((

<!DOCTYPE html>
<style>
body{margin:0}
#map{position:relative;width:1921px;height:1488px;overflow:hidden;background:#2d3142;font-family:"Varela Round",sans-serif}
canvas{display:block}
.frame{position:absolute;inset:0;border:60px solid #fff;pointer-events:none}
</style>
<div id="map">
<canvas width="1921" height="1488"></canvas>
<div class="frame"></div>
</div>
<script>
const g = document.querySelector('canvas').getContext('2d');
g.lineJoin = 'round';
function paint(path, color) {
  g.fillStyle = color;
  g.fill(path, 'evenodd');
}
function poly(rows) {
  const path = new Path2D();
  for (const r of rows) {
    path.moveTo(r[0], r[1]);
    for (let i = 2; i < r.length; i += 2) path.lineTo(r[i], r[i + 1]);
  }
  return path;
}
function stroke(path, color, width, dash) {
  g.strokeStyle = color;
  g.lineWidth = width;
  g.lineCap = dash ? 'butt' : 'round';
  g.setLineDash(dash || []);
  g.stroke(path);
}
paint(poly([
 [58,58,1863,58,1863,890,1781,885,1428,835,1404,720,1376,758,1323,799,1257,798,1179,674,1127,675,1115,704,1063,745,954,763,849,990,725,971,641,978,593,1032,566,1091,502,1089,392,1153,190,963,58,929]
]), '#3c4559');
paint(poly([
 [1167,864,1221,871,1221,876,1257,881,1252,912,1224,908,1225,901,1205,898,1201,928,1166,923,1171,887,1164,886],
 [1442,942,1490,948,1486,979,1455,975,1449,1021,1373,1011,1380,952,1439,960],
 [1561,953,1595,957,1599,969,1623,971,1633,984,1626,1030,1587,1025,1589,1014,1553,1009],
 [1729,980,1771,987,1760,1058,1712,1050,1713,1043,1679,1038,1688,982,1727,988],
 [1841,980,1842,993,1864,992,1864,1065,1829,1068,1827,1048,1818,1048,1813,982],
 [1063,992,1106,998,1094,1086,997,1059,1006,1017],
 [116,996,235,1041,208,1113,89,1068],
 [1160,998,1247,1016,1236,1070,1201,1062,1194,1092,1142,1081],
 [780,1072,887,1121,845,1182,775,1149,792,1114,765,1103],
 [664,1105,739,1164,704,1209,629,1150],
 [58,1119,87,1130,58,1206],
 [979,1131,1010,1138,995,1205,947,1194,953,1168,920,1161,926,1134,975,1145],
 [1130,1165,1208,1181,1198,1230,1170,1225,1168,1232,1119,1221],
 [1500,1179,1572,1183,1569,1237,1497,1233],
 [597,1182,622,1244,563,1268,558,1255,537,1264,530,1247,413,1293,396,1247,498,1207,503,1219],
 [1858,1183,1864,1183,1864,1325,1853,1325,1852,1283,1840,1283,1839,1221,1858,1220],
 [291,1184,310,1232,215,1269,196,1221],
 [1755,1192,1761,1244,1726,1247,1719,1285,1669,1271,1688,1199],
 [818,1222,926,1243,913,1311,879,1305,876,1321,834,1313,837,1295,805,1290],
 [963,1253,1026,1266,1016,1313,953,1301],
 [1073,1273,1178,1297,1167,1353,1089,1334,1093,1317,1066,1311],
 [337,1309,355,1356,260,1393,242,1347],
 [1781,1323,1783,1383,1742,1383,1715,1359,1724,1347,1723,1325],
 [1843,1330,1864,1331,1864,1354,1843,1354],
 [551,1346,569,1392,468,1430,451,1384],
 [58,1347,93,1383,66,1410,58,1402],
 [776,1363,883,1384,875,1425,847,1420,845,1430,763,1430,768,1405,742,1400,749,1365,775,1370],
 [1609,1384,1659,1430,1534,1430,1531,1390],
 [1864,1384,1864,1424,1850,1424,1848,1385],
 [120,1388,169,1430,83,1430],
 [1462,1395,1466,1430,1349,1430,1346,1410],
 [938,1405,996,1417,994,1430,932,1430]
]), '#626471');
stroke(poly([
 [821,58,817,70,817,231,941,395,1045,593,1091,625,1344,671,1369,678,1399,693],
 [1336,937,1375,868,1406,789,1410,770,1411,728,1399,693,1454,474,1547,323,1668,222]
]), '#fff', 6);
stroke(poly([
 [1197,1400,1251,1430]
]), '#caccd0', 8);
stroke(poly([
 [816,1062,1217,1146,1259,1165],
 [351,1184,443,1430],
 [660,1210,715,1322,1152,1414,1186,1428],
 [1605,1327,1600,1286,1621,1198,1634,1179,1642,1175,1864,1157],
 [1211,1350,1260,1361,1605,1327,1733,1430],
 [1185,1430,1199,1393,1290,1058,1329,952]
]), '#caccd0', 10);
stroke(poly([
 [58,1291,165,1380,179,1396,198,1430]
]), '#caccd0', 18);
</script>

))

Go through the material line by line. Show each line that contains the string "color".

function paint(path, color) {
  g.fillStyle = color;
function stroke(path, color, width, dash) {
  g.strokeStyle = color;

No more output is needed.